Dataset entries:
▬▬▬▬▬▬▬▬▬▬

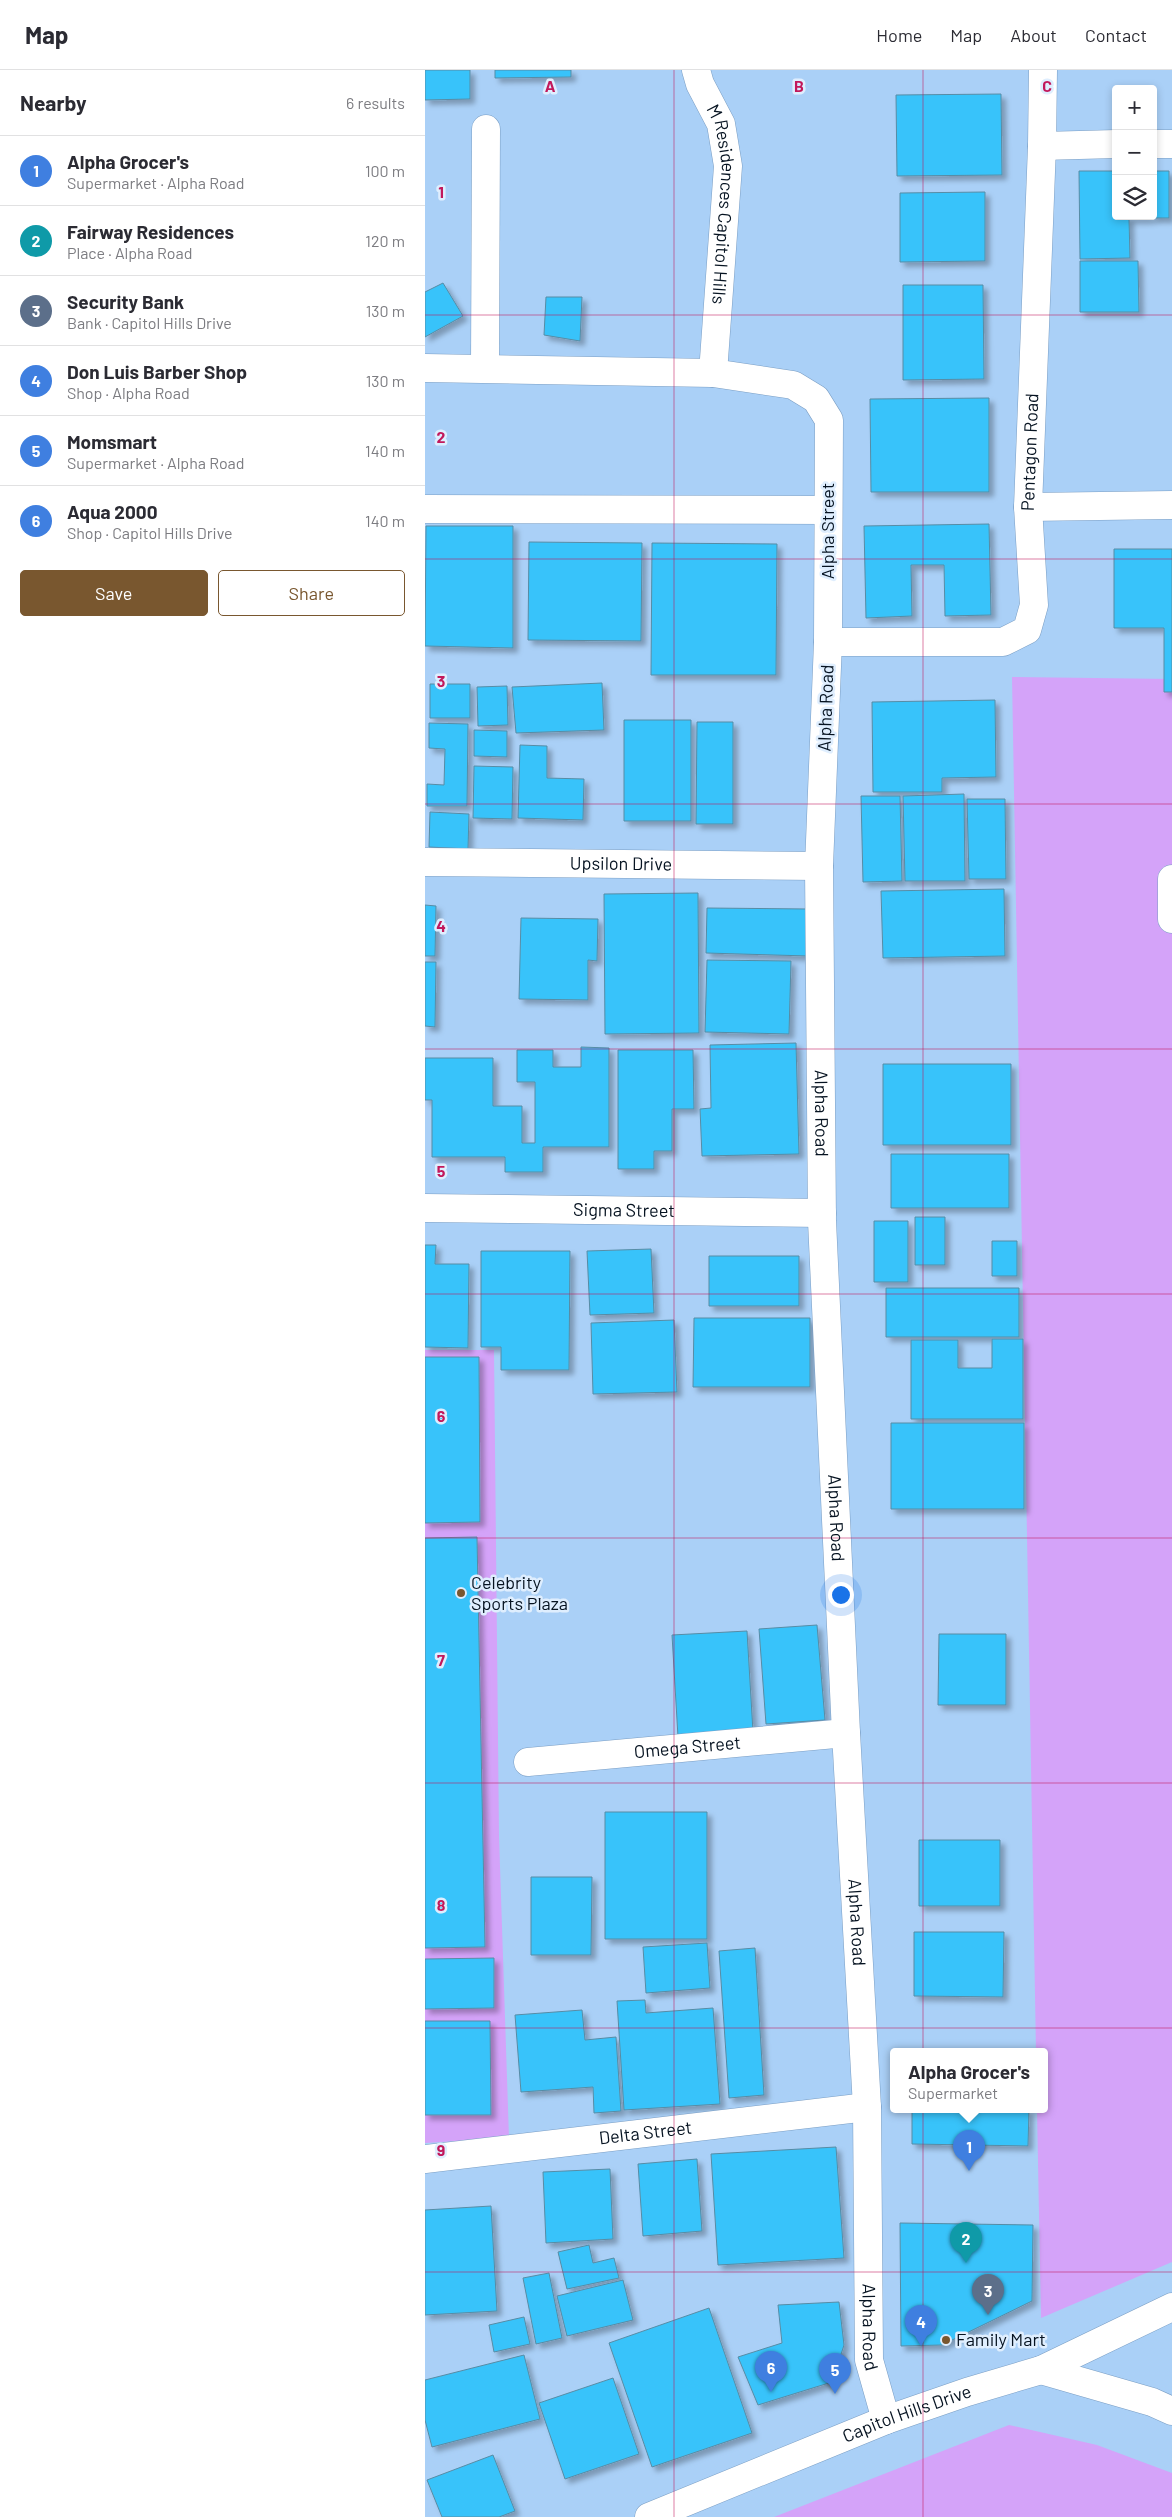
<!DOCTYPE html>
<html lang="en">
<head>
<meta charset="utf-8">
<style>
	body { margin:0; font-family:Barlow,sans-serif; background:#f7f7f7; color:#2b2b33 }
	.controls { position:absolute; right:15px; top:15px; display:grid; overflow:hidden; border-radius:5px; box-shadow:0 2px 8px #0003 }
	.controls button { width:45px; height:45px; display:grid; place-items:center; padding:0; border:0; border-bottom:1px solid #e1e1e2; background:#fff; color:#2b2b33; font:25px sans-serif }
	.you { position:absolute; left:415px; top:1524px; width:18px; height:18px; margin:-12px; border:4px solid #fff; border-radius:50%; background:#1a73e8; box-shadow:0 0 0 8px #1a73e833 }
	.badge { display:grid; place-items:center; width:32px; height:32px; border-radius:50%; background:#79572f; color:#fff; font-size:16px; font-weight:700 }
	.pin { position:absolute; translate:-50% -41px; filter:drop-shadow(0 1px 2px #0008) }
	.pin::after { content:''; position:absolute; top:26px; width:18px; height:15px; background:inherit; clip-path:polygon(0 0,100% 0,50% 100%) }
	.popup { position:absolute; left:465px; top:1978px; width:158px; height:65px; box-sizing:border-box; display:grid; place-content:center; border-radius:5px; background:#fff; filter:drop-shadow(0 1px 4px #0005); font-size:16px; white-space:nowrap; color:#7c7c81 }
	.popup b { font-size:19px; color:#2b2b33 }
	.popup::after { content:''; position:absolute; left:50%; top:100%; margin-left:-10px; border:10px solid transparent; border-top-color:#fff }
	.list { margin:0; padding:0; list-style:none }
	h2 { display:flex; justify-content:space-between; align-items:center; height:65px; margin:0; padding:0 20px; font-size:21px }
	h2 small { font-size:16px; font-weight:400; color:#7c7c81 }
	.list li { display:grid; grid-template-columns:32px 1fr auto; gap:15px; align-items:center; box-sizing:border-box; height:70px; padding:0 20px; border-top:1px solid #e1e1e2 }
	.list b { display:block; font-size:19px; white-space:nowrap }
	.list p { margin:0; font-size:16px; white-space:nowrap; color:#7c7c81 }
	.list em { font-size:16px; font-style:normal; color:#7c7c81 }
	.actions { display:flex; gap:10px; padding:15px 20px }
	.actions a { flex:1; padding:11px 0; border:1px solid #79572f; border-radius:5px; text-align:center; font-size:18px; color:#79572f }
	.actions .main { background:#79572f; color:#fff }
	.icon { flex:none; width:28px; height:28px; fill:none; stroke:currentColor; stroke-width:2; stroke-linecap:round; stroke-linejoin:round }
	.map { position:relative; flex:none; width:747px; height:2447px; overflow:hidden }
	header { display:flex; align-items:center; gap:30px; box-sizing:border-box; height:70px; padding:0 25px; background:#fff; border-bottom:1px solid #e1e1e2 }
	header strong { font-size:24px }
	nav { display:flex; gap:28px; margin-inline-start:auto; font-size:18px }
	main { display:flex }
	aside { flex:1; background:#fff }
	.map>svg:first-child { display:block }
</style>
</head>
<body>
<header>
<strong>Map</strong>
<nav><a>Home</a><a>Map</a><a>About</a><a>Contact</a></nav>
</header>
<main>
<aside>
<h2>Nearby<small>6 results</small></h2>
<ul class="list">
<li><span class="badge" style="background:#3f7fe0">1</span><div><b>Alpha Grocer's</b><p>Supermarket · Alpha Road</p></div><em>100 m</em></li>
<li><span class="badge" style="background:#0f9aa8">2</span><div><b>Fairway Residences</b><p>Place · Alpha Road</p></div><em>120 m</em></li>
<li><span class="badge" style="background:#5c6f8a">3</span><div><b>Security Bank</b><p>Bank · Capitol Hills Drive</p></div><em>130 m</em></li>
<li><span class="badge" style="background:#3f7fe0">4</span><div><b>Don Luis Barber Shop</b><p>Shop · Alpha Road</p></div><em>130 m</em></li>
<li><span class="badge" style="background:#3f7fe0">5</span><div><b>Momsmart</b><p>Supermarket · Alpha Road</p></div><em>140 m</em></li>
<li><span class="badge" style="background:#3f7fe0">6</span><div><b>Aqua 2000</b><p>Shop · Capitol Hills Drive</p></div><em>140 m</em></li>
</ul>
<div class="actions"><a class="main">Save</a><a>Share</a></div>
</aside>
<div class="map">
<svg width="747" height="2447" viewBox="0 0 747 2447">
	<defs>
		<filter id="shadow"><feDropShadow dx="4.5" dy="4.5" stdDeviation="2.5" flood-color="#0004"/></filter>
	</defs>
	<rect width="100%" height="100%" fill="#aad0f7"/>
	<!-- green -->
	<path fill="#d4a3f9" d="M587 607 747 609V2192L616 2248 612 2040H619V1982H611Z
		M0 1280H69L74 1766 84 2068 0 2073Z
		M584 2355 672 2375 747 2403V2447H349Z"/>
	<!-- building -->
	<path fill="#38c3fa" stroke="#578ca5" filter="url(#shadow)" d="M0 0H45V29L0 30Z
		M70 0H146V7L70 8Z
		M576 24 577 105 472 106 471 25Z
		M654 101H691V146H728V101H744V148H704L705 188 655 189Z
		M560 122V191L475 192V123Z
		M655 191H713L714 242H655Z
		M18 213 38 246 0 267V222Z
		M478 215H558L559 309 478 310Z
		M121 227H157L155 271 119 265Z
		M564 328V422H446L445 329Z
		M564 454 566 545 520 546 519 495H486L487 546 441 548 439 456Z
		M1 456H88V578L0 576Z
		M104 472 217 473 216 571 103 570Z
		M227 473 352 474 351 605H226Z
		M689 479H747V622H739V558H689Z
		M177 613 179 660 91 663 87 617Z
		M5 614H45V648H5Z
		M82 616 83 655 53 656 52 617Z
		M570 630 571 707 517 708V722H448L447 632Z
		M199 650H266V751H199Z
		M272 652H308V754H271Z
		M4 653 43 654 42 736H2V714L19 715 20 679 4 678Z
		M49 660 82 661V687L49 686Z
		M95 675 122 676V708L159 709 158 750 93 748Z
		M49 696 88 697 87 749 48 748Z
		M539 724 540 811H480L478 726Z
		M436 726H475L477 811 438 812Z
		M542 729H580L581 809H544Z
		M5 742 44 744 43 779 4 777Z
		M579 819 580 886 458 888 456 821Z
		M273 823 274 963 180 964 179 824Z
		M0 835 11 836 10 886H0Z
		M282 838 383 839V886L281 883Z
		M96 848 173 849 172 891 163 890V930L94 929Z
		M282 890 366 891 364 964 280 962Z
		M0 892H11L10 957 0 956Z
		M371 973 374 1084 277 1086 275 1039 286 1038 285 975Z
		M156 977 184 978V1077H118V1102H80V1087H7V1030H0V988H68V1036H97V1073H110V1012H92V980H128V997H156Z
		M193 980H268L269 1039H247V1081H229V1099H193Z
		M458 994H586V1075H458Z
		M466 1084H584V1138H466Z
		M490 1147H520V1195H490Z
		M449 1151H483V1212H449Z
		M567 1171H592V1206H567Z
		M0 1175H11L10 1194H44L43 1278 0 1277Z
		M226 1179 229 1243 165 1245 162 1181Z
		M56 1181H145L144 1300H76V1277H56Z
		M284 1186H374V1236H284Z
		M461 1218H594V1267H461Z
		M269 1248H385V1317H268Z
		M249 1250 252 1322 168 1324 166 1253Z
		M567 1269H598V1349H486V1270H533V1298H567Z
		M0 1287H54L55 1452 0 1453Z
		M466 1353H599V1439H466Z
		M52 1467 60 1877 0 1878V1468Z
		M392 1555 400 1650 341 1654 334 1559Z
		M322 1561 328 1662 253 1667 247 1565Z
		M514 1564H581V1635H513Z
		M180 1742H282V1869H180Z
		M494 1770H575V1836H494Z
		M106 1807H167L166 1885H106Z
		M489 1862H579L578 1927 489 1926Z
		M282 1873 285 1918 221 1923 218 1877Z
		M330 1878 339 2025 304 2028 294 1881Z
		M69 1888V1938L0 1939V1889Z
		M220 1930 221 1943 288 1938 295 2034 199 2040 192 1931Z
		M157 1940 160 1970 191 1967 196 2041 169 2043 168 2017 96 2022 90 1945Z
		M0 1951H65L66 2045H0Z
		M487 2040H604L603 2076 487 2074Z
		M411 2077 419 2188 293 2195 286 2084Z
		M272 2089 277 2161 218 2166 213 2094Z
		M185 2099 188 2169 121 2173 118 2102Z
		M66 2136 72 2241 0 2245V2140Z
		M475 2153 608 2155 607 2231 517 2275 476 2276Z
		M164 2175 168 2193 189 2188 194 2208 142 2219 133 2182Z
		M124 2203 137 2268 111 2274 98 2208Z
		M198 2210 208 2250 142 2266 132 2226Z
		M414 2232 419 2275 407 2312 333 2335 313 2287 357 2273 353 2235Z
		M284 2238 327 2363 227 2397 184 2273Z
		M99 2247 105 2274 69 2282 64 2255Z
		M99 2285 115 2349 7 2377 0 2350V2310Z
		M188 2308 214 2384 140 2409 114 2333Z
		M68 2385 90 2441 74 2447H17L2 2410Z"/>
	<g fill="none" stroke-linecap="round" stroke-linejoin="round">
		<defs>
			<g id="minor">
				<path id="s1" d="M271 0 275 14 296 54 303 96 288 303"/>
				<path d="M728 74H747"/>
				<path d="M617 76 691 74"/>
				<path id="s2" d="M0 298 288 303 368 315 391 329 404 350 403 572 394 796 397 1151 421 1663 442 2037 444 2290 461 2350"/>
				<path d="M60 298 61 59"/>
				<path d="M603 437 747 435"/>
				<path d="M0 439 402 440"/>
				<path id="s3" d="M403 572H578L602 560 609 535 603 437 617 76 618 0"/>
				<path id="s4" d="M0 792 394 796"/>
				<path d="M747 809V849"/>
				<path id="s5" d="M0 1138 397 1143"/>
				<path id="s6" d="M103 1692 421 1663"/>
				<path id="s7" d="M0 2089 442 2037"/>
				<path d="M616 2300 727 2332 747 2341"/>
				<path id="s8" d="M224 2447 461 2350 542 2322 616 2300 747 2237"/>
			</g>
		</defs>
		<!-- minor casing -->
		<use href="#minor" stroke="#7a9ec4" stroke-width="29"/>
		<!-- minor -->
		<use href="#minor" stroke="#fff" stroke-width="28"/>
	</g>
	<!-- grid -->
	<path fill="none" stroke="#c2185b" stroke-width="1" stroke-opacity="0.55" d="M249 0V2447M498 0V2447M0 245H747M0 489H747M0 734H747M0 979H747M0 1224H747M0 1468H747M0 1713H747M0 1958H747M0 2202H747"/>
	<!-- markers -->
	<g fill="#79572f" stroke="#dfeefe" stroke-width="2">
		<circle cx="36" cy="1523" r="5"/>
		<circle cx="521" cy="2270" r="5"/>
	</g>
	<g text-anchor="middle" stroke-width="5" stroke-linejoin="round" paint-order="stroke">
		<!-- street labels -->
		<g font-size="18" fill="#061321" stroke="#dfeefe">
			<text dy="6" stroke="none"><textPath href="#s1" startOffset="140">M Residences Capitol Hills</textPath></text>
			<text dy="6" stroke="none"><textPath href="#s3" startOffset="381">Pentagon Road</textPath></text>
			<text transform="translate(403 461) rotate(-90)" y="6">Alpha Street</text>
			<text transform="translate(401 638) rotate(-88)" y="6">Alpha Road</text>
			<text dy="6" stroke="none"><textPath href="#s4" startOffset="196">Upsilon Drive</textPath></text>
			<text dy="6" stroke="none"><textPath href="#s2" startOffset="1114">Alpha Road</textPath></text>
			<text dy="6" stroke="none"><textPath href="#s5" startOffset="199">Sigma Street</textPath></text>
			<text dy="6" stroke="none"><textPath href="#s2" startOffset="1519">Alpha Road</textPath></text>
			<text dy="6" stroke="none"><textPath href="#s6" startOffset="160">Omega Street</textPath></text>
			<text dy="6" stroke="none"><textPath href="#s2" startOffset="1924">Alpha Road</textPath></text>
			<text dy="6" stroke="none"><textPath href="#s7" startOffset="222">Delta Street</textPath></text>
			<text dy="6" stroke="none"><textPath href="#s2" startOffset="2329">Alpha Road</textPath></text>
			<text dy="6" stroke="none"><textPath href="#s8" startOffset="278">Capitol Hills Drive</textPath></text>
		</g>
		<!-- poi labels -->
		<g font-size="18" fill="#061321" stroke="#dfeefe" text-anchor="start">
			<text x="46" y="1519">Celebrity<tspan x="46" dy="21">Sports Plaza</tspan></text>
			<text x="531" y="2276">Family Mart</text>
		</g>
	</g>
	<g font-size="16" text-anchor="middle" font-weight="bold" fill="#c2185b" stroke="#dfeefe" stroke-width="5" stroke-linejoin="round" paint-order="stroke">
		<text x="125" y="22">A</text>
		<text x="374" y="22">B</text>
		<text x="622" y="22">C</text>
		<text x="16" y="128">1</text>
		<text x="16" y="373">2</text>
		<text x="16" y="617">3</text>
		<text x="16" y="862">4</text>
		<text x="16" y="1107">5</text>
		<text x="16" y="1352">6</text>
		<text x="16" y="1596">7</text>
		<text x="16" y="1841">8</text>
		<text x="16" y="2086">9</text>
	</g>
</svg>
<div class="controls">
<button>+</button>
<button>−</button>
<button><svg class="icon" aria-label="layers" viewBox="0 0 24 24"><path d="M12 4l9 5-9 5-9-5zM3 14l9 5 9-5"/></svg></button>
</div>
<div class="you"></div>
<div class="pin badge" style="left:544px;top:2101px;background:#3f7fe0">1</div>
<div class="popup"><b>Alpha Grocer's</b>Supermarket</div>
<div class="pin badge" style="left:541px;top:2193px;background:#0f9aa8">2</div>
<div class="pin badge" style="left:563px;top:2245px;background:#5c6f8a">3</div>
<div class="pin badge" style="left:496px;top:2276px;background:#3f7fe0">4</div>
<div class="pin badge" style="left:410px;top:2324px;background:#3f7fe0">5</div>
<div class="pin badge" style="left:346px;top:2322px;background:#3f7fe0">6</div>
</div>
</main>
</body>
</html>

▬▬▬▬▬▬▬▬▬▬

Exercise prompt:
Out of the data above, give again only the lines starting at the one holding "M282 890 366 891 364 964 280 962Z" and ending at the one holding "M0 1287H54L55 1452 0 1453Z", unchanged.

Final answer:
		M282 890 366 891 364 964 280 962Z
		M0 892H11L10 957 0 956Z
		M371 973 374 1084 277 1086 275 1039 286 1038 285 975Z
		M156 977 184 978V1077H118V1102H80V1087H7V1030H0V988H68V1036H97V1073H110V1012H92V980H128V997H156Z
		M193 980H268L269 1039H247V1081H229V1099H193Z
		M458 994H586V1075H458Z
		M466 1084H584V1138H466Z
		M490 1147H520V1195H490Z
		M449 1151H483V1212H449Z
		M567 1171H592V1206H567Z
		M0 1175H11L10 1194H44L43 1278 0 1277Z
		M226 1179 229 1243 165 1245 162 1181Z
		M56 1181H145L144 1300H76V1277H56Z
		M284 1186H374V1236H284Z
		M461 1218H594V1267H461Z
		M269 1248H385V1317H268Z
		M249 1250 252 1322 168 1324 166 1253Z
		M567 1269H598V1349H486V1270H533V1298H567Z
		M0 1287H54L55 1452 0 1453Z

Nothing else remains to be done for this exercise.